It’s All Connected

Posted: February 9, 2012 in Health & Wellness, Massage Therapy
Tags: , ,

“Never confuse movement with action.”
– Ernest Hemingway

    Have you every had your coat caught in the door causing you to pull you back or maybe had the cord from the vaccuum caught on the table and when you pulled on the cord it caused the table to move or knocked something off the top? This is a scenario that can be frustrating and disruptive. Now what if something like this happened in the body?
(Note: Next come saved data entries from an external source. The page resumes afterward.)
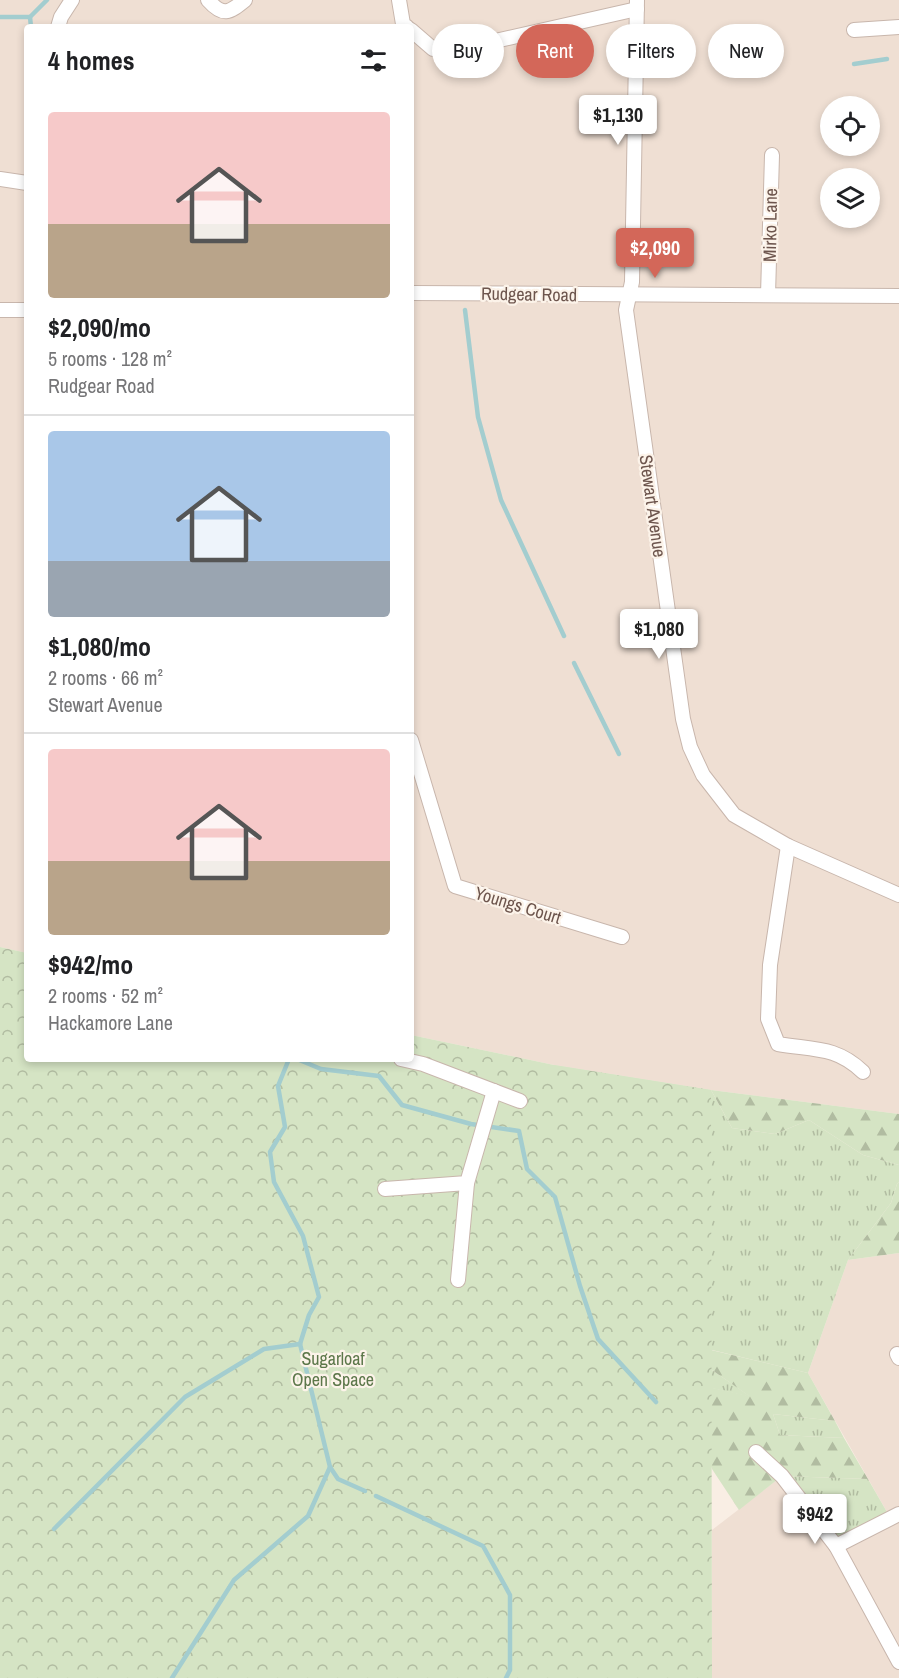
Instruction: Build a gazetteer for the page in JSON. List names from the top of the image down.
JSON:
{
  "streets": {
    "street": [
      "Mirko Lane",
      "Rudgear Road",
      "Stewart Avenue",
      "Youngs Court"
    ]
  },
  "crossings": [
    ["Mirko Lane", "Rudgear Road"],
    ["Rudgear Road", "Stewart Avenue"]
  ],
  "parks": ["Sugarloaf Open Space"],
  "page": {
    "chip": [
      "Buy",
      "Rent",
      "Filters",
      "New"
    ],
    "heading": "4 homes",
    "price": [
      "$1,130",
      "$2,090",
      "$1,080",
      "$942"
    ],
    "list": [
      {
        "name": "$2,090/mo",
        "note": "5 rooms · 128 m² · Rudgear Road"
      },
      {
        "name": "$1,080/mo",
        "note": "2 rooms · 66 m² · Stewart Avenue"
      },
      {
        "name": "$942/mo",
        "note": "2 rooms · 52 m² · Hackamore Lane"
      }
    ]
  }
}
    In our bodies we have connective tissue that links everything inside of us together and should move smoothly for normal functioning. Imagine a suit of spandex material that is extra tight that runs in between the skin and the muscles and wraps around every muscle, every muscle fiber, every organ, down to every cell. Now think about when an injury occurs in a muscle, when it starts to heal it will attach itself to the connective tissue for support. This is a good thing in the fact that it helps with recovery, but it’s a bad thing because it will limit the fluid movement of the connective tissue and cause other adhesions throughout the body which causes a disruption in the normal function of our body. If the adhesions persist without treatment, the disruption can become worse and affect other parts of the body and even lead to “dis-ease” of the body’s functions.

    There are several ways to prevent the connective tissue from getting too limited and in turn causing additional problems to your body. The first is fairly simple; stretch! Stretching allows the muscle fibers to break free of the connective tissue. If you aren’t sure what stretches would be best for you, seek the assistance of a professional. Second is a form of therapeutic massage calledMyofascial Release. Myofascial is a fancy way of saying connective tissue and muscle area. Myofascial release involves deeper more focused application of pressure and slower movements that allows not only the connective tissue to break from from the muscle but helps to flush out toxins from the adhesion site, which aides in the recovery of the muscle. Nutrition and hydration levels also play a role in reducing the adhesions and increasing muscle recovery.

    With these treatments in mind, you now have a way to decrease the limitations in your muscles, allow you to function easier with less frustration, and move, feel, and BE better!